- [Assignment] Copy every line of the following data that includes the string "Pleinstraat".
================================
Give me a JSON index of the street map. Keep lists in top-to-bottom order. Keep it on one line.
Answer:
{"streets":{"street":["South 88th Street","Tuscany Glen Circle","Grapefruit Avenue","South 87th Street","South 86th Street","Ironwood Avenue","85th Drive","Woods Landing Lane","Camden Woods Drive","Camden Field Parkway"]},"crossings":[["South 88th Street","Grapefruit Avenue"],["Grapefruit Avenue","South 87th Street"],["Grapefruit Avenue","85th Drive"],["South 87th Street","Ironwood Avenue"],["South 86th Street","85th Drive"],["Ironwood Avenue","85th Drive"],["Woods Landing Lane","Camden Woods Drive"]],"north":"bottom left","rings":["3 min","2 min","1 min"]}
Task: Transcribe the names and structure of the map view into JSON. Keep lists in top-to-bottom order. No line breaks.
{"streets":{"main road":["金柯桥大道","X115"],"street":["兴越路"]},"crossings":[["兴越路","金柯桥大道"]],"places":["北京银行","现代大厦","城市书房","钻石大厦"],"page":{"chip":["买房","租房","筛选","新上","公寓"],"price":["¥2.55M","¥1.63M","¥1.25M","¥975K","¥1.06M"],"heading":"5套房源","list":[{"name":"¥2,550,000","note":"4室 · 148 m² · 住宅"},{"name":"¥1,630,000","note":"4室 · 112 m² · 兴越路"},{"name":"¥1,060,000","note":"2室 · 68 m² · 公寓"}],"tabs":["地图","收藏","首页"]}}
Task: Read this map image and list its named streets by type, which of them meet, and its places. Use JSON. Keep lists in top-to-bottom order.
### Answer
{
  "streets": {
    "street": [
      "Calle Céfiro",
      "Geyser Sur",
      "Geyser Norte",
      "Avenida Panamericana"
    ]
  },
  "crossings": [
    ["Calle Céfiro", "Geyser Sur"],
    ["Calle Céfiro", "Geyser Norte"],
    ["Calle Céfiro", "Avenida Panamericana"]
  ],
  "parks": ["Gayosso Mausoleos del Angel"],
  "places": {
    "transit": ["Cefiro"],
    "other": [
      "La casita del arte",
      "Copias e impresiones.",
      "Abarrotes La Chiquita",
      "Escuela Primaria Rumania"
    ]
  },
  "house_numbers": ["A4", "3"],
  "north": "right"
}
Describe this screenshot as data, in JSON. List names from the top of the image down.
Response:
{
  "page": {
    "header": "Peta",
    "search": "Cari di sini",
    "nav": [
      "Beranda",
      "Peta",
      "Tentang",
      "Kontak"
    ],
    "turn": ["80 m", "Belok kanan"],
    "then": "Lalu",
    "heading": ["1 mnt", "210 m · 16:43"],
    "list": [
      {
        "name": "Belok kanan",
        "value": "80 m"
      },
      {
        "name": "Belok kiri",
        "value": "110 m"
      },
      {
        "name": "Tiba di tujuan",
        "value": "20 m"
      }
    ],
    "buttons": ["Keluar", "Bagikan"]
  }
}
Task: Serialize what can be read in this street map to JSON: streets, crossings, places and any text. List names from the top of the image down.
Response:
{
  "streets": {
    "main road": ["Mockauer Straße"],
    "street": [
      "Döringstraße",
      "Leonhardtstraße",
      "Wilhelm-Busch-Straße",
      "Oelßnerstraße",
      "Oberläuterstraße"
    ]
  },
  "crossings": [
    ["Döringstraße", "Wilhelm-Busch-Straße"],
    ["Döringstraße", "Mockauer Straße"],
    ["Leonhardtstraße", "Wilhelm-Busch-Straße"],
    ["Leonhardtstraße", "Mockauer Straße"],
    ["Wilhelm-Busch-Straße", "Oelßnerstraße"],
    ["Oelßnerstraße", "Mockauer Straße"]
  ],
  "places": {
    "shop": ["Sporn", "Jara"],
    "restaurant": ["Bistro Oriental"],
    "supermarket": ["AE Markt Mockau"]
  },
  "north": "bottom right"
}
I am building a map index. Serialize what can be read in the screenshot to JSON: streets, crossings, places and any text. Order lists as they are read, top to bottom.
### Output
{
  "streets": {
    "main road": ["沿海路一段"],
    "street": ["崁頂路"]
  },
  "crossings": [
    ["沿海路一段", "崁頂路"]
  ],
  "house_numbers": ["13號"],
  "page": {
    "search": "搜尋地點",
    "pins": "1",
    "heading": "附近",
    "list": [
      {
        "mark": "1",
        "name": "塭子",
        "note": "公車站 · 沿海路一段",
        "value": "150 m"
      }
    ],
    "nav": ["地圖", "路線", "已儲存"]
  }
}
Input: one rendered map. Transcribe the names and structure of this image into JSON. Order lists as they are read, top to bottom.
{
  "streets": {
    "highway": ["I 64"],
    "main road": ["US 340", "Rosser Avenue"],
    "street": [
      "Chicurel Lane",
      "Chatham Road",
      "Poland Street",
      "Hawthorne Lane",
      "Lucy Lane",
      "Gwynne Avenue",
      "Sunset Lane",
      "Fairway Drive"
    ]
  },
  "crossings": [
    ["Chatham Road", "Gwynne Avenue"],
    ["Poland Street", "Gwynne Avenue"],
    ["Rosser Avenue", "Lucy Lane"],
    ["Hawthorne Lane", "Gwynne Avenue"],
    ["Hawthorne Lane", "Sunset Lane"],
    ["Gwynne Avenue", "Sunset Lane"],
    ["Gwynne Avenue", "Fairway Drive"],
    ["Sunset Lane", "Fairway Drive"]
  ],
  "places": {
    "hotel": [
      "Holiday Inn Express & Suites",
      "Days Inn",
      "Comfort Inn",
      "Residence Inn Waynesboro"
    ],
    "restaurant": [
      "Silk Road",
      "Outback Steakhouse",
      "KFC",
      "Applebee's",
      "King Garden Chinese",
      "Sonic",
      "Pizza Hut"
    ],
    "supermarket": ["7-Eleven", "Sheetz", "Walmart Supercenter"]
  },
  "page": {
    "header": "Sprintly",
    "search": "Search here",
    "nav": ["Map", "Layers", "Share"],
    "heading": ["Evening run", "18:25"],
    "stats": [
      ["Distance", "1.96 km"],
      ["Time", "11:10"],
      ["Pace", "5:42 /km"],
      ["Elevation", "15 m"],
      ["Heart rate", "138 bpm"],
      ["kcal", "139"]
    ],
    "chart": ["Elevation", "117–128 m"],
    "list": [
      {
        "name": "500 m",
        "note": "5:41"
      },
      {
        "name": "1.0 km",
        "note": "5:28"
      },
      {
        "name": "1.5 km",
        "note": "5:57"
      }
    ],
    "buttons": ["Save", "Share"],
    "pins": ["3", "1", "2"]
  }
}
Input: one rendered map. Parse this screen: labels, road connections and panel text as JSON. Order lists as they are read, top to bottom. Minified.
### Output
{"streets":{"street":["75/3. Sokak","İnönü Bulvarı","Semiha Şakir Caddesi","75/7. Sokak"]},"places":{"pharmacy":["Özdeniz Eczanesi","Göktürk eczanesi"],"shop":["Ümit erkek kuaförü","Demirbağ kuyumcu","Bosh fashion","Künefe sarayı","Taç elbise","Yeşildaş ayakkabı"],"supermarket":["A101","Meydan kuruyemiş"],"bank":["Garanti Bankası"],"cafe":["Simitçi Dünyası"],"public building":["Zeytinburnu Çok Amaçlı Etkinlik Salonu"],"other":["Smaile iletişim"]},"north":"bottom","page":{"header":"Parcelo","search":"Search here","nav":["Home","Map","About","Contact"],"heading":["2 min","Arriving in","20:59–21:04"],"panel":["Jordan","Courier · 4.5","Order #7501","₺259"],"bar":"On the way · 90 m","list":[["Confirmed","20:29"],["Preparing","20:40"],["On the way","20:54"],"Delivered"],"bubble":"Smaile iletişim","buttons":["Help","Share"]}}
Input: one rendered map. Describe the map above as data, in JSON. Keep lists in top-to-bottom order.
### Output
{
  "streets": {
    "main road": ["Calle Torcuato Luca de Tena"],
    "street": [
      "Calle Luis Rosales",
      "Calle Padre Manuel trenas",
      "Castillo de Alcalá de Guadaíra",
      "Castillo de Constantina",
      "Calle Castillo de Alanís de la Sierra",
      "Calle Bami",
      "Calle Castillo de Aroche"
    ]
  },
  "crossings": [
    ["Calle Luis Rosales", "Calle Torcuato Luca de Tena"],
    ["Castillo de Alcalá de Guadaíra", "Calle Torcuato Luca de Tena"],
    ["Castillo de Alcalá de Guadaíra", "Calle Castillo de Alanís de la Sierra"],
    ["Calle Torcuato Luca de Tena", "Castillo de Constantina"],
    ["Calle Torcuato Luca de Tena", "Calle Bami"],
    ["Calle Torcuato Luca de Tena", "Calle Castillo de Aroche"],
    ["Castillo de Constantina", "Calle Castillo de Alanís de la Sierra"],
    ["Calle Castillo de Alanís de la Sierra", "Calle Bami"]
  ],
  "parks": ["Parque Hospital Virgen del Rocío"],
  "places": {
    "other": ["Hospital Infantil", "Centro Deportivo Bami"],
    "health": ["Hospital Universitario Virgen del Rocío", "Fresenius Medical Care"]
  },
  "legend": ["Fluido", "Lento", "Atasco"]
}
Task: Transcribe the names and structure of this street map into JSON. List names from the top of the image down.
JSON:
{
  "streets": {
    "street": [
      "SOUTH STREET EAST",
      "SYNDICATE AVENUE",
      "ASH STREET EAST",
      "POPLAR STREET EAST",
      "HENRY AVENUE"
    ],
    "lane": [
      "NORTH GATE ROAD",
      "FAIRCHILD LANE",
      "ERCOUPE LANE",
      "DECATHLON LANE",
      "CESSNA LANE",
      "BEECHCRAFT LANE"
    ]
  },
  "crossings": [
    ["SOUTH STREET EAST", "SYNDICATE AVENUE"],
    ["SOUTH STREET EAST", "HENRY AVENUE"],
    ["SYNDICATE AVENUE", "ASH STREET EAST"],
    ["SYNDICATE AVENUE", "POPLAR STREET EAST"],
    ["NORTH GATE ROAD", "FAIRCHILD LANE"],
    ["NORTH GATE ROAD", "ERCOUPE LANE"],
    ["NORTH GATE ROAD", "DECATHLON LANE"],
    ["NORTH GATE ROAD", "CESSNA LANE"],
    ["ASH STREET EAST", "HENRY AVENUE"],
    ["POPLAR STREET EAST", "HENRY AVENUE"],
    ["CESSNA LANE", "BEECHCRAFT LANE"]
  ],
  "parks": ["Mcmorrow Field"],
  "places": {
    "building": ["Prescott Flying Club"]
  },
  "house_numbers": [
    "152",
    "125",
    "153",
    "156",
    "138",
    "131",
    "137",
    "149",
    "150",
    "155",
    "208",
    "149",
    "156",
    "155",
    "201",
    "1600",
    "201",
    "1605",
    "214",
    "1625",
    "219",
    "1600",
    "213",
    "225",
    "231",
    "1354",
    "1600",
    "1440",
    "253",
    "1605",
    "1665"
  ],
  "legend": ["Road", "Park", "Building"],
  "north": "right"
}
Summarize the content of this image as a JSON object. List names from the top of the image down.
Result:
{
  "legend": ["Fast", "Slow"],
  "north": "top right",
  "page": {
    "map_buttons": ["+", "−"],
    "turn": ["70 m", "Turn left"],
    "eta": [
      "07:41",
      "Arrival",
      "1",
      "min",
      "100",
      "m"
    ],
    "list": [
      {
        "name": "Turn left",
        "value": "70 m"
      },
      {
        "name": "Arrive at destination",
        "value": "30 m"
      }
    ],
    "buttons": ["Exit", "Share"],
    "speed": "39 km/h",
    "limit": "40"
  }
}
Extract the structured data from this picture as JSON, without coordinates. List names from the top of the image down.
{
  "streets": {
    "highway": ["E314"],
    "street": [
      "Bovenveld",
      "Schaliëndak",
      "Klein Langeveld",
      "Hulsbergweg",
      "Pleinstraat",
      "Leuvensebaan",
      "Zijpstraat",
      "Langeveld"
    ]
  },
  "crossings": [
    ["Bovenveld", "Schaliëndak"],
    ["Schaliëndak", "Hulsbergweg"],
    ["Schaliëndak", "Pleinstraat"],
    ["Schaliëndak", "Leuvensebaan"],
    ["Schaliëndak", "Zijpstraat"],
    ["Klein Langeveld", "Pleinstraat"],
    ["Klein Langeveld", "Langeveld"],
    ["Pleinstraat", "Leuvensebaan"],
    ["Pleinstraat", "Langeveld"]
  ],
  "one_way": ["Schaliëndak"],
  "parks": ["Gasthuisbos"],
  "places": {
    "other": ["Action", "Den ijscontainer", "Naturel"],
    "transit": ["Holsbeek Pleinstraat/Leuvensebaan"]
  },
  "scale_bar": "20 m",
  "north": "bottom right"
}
================================
- [Output below]
      "Pleinstraat",
    ["Schaliëndak", "Pleinstraat"],
    ["Klein Langeveld", "Pleinstraat"],
    ["Pleinstraat", "Leuvensebaan"],
    ["Pleinstraat", "Langeveld"]
    "transit": ["Holsbeek Pleinstraat/Leuvensebaan"]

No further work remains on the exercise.